Les meilleurs résultats, souvent retardés, concernent les sténoses concentriques de moins de 4 cm.

Quelques rares observations de pose efficace de stent aortique, coeliaque ou mésentérique ont été rapportées.

C – TRAITEMENT CHIRURGICAL :

Les indications doivent être mûrement réfléchies, car les sténoses artérielles serrées ou même les occlusions peuvent être peu symptomatiques, en raison de leur constitution très lentement progressive et du développement d’une circulation collatérale efficace.

De plus, la mortalité périopératoire est une cause non négligeable de la mortalité dans la maladie de Takayasu.

Certaines indications de revascularisation sont peu discutables.
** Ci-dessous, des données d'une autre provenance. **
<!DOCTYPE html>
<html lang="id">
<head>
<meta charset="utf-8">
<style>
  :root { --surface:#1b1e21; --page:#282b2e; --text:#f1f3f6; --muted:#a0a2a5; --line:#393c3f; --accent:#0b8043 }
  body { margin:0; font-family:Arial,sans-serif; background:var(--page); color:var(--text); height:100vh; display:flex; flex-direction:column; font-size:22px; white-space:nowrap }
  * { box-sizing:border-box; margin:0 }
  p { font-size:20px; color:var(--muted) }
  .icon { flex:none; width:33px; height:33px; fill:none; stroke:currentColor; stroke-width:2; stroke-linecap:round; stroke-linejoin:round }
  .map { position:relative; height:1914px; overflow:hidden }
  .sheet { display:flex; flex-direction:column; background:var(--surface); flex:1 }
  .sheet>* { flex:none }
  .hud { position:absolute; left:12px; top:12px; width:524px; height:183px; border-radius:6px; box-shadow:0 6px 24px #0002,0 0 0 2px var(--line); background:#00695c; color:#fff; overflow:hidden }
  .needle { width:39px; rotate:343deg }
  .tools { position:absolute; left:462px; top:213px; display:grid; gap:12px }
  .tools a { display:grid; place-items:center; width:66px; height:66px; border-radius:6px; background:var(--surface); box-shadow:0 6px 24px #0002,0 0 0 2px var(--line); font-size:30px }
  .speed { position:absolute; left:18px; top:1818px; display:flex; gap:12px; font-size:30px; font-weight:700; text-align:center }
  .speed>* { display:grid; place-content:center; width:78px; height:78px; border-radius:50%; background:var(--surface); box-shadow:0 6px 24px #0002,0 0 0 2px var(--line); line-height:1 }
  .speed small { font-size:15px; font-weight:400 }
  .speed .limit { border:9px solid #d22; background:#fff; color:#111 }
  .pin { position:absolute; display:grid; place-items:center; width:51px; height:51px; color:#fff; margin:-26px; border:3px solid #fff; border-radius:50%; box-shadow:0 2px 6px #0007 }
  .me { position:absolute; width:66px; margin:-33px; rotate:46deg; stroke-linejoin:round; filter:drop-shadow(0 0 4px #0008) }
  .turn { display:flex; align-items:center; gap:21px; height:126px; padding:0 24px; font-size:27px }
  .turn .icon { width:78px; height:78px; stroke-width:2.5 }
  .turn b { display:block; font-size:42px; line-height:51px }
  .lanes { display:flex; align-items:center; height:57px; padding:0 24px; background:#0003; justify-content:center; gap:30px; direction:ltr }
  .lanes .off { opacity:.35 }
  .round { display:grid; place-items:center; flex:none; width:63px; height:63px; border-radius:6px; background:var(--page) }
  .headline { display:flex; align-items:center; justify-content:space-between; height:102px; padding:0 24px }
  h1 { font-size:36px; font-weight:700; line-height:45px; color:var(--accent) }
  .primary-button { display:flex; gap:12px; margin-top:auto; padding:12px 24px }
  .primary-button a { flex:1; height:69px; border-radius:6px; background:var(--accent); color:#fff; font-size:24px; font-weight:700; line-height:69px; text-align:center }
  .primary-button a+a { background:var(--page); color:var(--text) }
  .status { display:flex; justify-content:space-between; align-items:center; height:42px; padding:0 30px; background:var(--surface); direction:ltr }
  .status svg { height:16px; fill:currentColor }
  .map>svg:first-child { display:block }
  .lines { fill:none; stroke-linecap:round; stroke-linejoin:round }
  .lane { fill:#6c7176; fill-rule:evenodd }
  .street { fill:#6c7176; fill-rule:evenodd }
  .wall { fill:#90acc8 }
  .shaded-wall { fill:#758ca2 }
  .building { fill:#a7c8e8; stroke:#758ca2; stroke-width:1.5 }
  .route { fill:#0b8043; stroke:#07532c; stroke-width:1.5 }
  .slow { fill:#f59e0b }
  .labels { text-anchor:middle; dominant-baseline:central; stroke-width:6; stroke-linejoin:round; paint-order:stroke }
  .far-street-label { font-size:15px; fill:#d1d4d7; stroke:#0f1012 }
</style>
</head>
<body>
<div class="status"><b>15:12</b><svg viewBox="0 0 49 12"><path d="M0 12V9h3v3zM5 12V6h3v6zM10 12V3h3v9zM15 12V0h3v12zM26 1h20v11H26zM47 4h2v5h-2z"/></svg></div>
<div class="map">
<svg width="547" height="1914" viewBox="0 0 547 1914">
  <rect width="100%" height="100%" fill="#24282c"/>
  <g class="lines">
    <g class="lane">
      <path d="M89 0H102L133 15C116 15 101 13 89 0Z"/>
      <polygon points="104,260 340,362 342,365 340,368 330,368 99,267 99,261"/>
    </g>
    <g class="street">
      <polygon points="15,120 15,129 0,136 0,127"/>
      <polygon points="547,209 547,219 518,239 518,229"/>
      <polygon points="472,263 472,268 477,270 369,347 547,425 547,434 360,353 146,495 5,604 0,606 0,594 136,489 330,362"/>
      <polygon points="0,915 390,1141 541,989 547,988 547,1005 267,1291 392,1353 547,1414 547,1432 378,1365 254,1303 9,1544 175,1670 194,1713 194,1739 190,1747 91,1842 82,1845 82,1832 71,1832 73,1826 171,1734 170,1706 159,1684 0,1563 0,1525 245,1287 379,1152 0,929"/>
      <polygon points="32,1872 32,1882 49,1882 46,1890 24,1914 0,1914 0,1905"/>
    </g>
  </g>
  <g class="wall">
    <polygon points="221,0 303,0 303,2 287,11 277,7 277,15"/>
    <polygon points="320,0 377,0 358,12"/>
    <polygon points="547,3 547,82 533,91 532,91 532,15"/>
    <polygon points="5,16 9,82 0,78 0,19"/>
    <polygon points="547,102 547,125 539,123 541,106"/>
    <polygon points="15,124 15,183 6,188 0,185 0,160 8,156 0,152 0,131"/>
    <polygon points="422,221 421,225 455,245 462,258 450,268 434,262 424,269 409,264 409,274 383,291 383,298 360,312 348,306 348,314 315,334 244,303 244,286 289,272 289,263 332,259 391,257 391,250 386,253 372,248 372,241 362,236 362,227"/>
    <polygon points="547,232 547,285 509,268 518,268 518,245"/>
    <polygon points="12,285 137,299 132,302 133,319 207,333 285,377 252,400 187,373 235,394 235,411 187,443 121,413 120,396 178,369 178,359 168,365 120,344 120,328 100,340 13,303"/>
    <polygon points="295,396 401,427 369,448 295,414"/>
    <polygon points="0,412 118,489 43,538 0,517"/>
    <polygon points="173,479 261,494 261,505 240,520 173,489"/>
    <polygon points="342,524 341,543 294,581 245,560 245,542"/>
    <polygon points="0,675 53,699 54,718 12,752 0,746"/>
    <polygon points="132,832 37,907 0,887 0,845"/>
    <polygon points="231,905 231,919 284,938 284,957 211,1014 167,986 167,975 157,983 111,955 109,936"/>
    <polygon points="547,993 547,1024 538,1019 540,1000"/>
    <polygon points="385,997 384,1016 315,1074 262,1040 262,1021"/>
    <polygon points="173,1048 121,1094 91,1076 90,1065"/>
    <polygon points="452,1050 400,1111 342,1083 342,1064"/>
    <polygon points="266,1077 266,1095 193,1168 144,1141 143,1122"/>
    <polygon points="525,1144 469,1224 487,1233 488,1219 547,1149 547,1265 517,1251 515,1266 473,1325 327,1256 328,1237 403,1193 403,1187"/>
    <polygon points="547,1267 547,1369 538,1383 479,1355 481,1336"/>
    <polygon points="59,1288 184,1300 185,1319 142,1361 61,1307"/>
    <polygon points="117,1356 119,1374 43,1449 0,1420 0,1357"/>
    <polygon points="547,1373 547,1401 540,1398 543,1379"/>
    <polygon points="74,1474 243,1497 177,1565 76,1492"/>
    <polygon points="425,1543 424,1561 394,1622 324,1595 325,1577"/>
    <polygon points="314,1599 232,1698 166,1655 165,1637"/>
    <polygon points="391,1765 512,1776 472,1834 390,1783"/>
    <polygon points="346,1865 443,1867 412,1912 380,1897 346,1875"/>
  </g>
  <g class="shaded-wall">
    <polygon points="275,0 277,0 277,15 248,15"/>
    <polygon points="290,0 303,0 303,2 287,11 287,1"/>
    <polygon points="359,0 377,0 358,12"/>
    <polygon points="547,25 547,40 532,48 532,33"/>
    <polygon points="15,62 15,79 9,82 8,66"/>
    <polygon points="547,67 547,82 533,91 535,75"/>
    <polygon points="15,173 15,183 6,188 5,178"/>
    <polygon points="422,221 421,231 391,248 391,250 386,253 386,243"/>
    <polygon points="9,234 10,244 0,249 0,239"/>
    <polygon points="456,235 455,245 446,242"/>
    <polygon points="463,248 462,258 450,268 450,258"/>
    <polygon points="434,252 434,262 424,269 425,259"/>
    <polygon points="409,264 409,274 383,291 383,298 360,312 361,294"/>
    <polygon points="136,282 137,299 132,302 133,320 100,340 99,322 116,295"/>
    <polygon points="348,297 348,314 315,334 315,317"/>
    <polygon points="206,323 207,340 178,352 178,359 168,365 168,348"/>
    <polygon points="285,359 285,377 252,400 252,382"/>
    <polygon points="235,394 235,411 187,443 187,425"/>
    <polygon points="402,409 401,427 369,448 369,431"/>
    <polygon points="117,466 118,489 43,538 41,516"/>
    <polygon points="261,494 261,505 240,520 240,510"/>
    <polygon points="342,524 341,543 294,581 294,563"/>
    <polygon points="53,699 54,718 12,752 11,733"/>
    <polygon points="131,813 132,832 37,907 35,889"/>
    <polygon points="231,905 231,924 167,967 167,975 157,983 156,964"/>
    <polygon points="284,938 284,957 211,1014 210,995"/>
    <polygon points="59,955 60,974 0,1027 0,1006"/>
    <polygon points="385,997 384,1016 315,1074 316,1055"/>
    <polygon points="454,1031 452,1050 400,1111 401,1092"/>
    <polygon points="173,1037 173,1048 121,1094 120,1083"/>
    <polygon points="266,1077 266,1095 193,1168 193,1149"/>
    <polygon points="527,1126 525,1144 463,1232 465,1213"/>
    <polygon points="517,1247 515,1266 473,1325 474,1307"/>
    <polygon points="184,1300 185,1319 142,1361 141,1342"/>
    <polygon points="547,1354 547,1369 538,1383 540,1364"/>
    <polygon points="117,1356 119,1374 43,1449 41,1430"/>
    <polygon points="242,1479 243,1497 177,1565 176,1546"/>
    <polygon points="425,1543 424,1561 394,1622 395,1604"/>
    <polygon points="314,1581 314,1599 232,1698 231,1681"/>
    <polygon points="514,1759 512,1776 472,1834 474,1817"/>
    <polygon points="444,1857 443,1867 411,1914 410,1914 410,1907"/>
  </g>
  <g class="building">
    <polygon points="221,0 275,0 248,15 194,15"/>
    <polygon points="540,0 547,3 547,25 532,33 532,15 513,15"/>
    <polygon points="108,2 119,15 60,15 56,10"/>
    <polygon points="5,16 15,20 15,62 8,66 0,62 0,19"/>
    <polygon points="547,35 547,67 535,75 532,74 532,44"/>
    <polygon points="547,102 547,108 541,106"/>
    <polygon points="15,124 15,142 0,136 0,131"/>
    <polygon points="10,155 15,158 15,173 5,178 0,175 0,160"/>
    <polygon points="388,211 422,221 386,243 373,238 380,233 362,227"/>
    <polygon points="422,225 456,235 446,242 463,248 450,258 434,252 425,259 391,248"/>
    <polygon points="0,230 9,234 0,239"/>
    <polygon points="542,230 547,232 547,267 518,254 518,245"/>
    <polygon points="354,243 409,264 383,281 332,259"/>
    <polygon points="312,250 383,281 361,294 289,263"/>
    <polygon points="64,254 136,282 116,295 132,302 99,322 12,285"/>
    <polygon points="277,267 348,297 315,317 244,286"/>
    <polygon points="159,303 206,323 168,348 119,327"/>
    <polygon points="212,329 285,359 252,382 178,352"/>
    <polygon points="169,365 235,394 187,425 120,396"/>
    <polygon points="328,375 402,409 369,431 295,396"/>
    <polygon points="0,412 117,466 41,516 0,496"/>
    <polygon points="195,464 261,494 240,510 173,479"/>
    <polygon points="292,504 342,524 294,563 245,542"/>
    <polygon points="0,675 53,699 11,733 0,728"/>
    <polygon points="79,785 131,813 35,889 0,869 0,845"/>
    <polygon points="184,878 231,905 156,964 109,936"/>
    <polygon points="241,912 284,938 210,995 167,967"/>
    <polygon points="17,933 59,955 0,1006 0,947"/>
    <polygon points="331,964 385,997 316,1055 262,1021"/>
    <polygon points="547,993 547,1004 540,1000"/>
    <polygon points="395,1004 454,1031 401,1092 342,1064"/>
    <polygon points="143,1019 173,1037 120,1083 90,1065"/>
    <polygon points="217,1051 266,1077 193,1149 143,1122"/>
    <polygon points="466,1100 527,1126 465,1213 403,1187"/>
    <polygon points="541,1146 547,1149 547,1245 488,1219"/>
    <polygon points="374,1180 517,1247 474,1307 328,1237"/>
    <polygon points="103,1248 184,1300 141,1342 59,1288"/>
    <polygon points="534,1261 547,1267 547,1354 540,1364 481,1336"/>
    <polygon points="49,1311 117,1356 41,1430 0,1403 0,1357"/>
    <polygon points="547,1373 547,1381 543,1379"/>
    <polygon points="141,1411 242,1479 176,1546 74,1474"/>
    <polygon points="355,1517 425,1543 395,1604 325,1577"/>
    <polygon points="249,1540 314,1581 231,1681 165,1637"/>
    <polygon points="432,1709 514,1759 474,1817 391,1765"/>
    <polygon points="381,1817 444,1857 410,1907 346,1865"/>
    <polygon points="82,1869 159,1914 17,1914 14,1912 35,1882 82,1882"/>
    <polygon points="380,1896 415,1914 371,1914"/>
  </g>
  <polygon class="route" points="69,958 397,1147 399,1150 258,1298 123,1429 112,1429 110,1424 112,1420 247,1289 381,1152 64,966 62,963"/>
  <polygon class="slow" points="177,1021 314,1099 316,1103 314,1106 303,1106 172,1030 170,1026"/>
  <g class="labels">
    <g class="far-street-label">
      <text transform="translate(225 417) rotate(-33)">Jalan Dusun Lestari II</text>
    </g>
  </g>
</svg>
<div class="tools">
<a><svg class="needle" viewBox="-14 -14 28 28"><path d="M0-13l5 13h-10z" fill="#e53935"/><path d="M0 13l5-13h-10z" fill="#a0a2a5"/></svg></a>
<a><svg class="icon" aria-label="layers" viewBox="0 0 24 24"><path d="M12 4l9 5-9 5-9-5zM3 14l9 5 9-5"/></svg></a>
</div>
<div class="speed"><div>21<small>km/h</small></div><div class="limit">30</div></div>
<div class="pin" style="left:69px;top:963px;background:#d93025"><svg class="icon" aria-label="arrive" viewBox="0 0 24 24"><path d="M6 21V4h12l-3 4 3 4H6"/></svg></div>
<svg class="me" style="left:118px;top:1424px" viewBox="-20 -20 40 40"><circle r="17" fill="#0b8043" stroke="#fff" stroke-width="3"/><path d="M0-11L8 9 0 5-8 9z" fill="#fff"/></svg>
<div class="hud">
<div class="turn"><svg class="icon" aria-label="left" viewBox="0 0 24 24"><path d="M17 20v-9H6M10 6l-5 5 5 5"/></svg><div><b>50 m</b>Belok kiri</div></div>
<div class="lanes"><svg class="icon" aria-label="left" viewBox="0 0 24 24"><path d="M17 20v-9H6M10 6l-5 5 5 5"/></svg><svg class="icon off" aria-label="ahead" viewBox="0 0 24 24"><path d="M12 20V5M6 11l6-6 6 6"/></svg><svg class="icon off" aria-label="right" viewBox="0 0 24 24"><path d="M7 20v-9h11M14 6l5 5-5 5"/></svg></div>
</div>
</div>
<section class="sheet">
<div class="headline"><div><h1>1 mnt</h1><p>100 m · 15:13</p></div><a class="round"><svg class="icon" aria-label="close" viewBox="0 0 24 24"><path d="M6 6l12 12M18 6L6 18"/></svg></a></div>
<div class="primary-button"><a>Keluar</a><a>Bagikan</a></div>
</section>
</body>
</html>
Dans ces indications, la place de la chirurgie dépend de l’impossibilité technique de faire une angioplastie : HTA rénovasculaire par sténose unilatérale d’une artère rénale, sténose serrée et symptomatique d’une artère pulmonaire, angor instable par sténose coronarienne tronculaire : plus d’une soixantaine d’interventions pour lésions coronariennes sont rapportées dans la littérature, isolées ou associées à un remplacement valvulaire aortique.

D’autres indications sont plus discutables : revascularisation des troncs supra-aortiques (car les accidents vasculaires cérébraux sont rares), revascularisation d’un membre supérieur pour claudication à l’effort, revascularisation des troncs digestifs ou même remplacement de l’aorte descendante par une aorte ventrale, avec réimplantations multiples.

Lorsqu’un geste chirurgical est nécessaire, il doit être habituellement suivi d’une corticothérapie pour éviter les occlusions des anastomoses ou des pontages.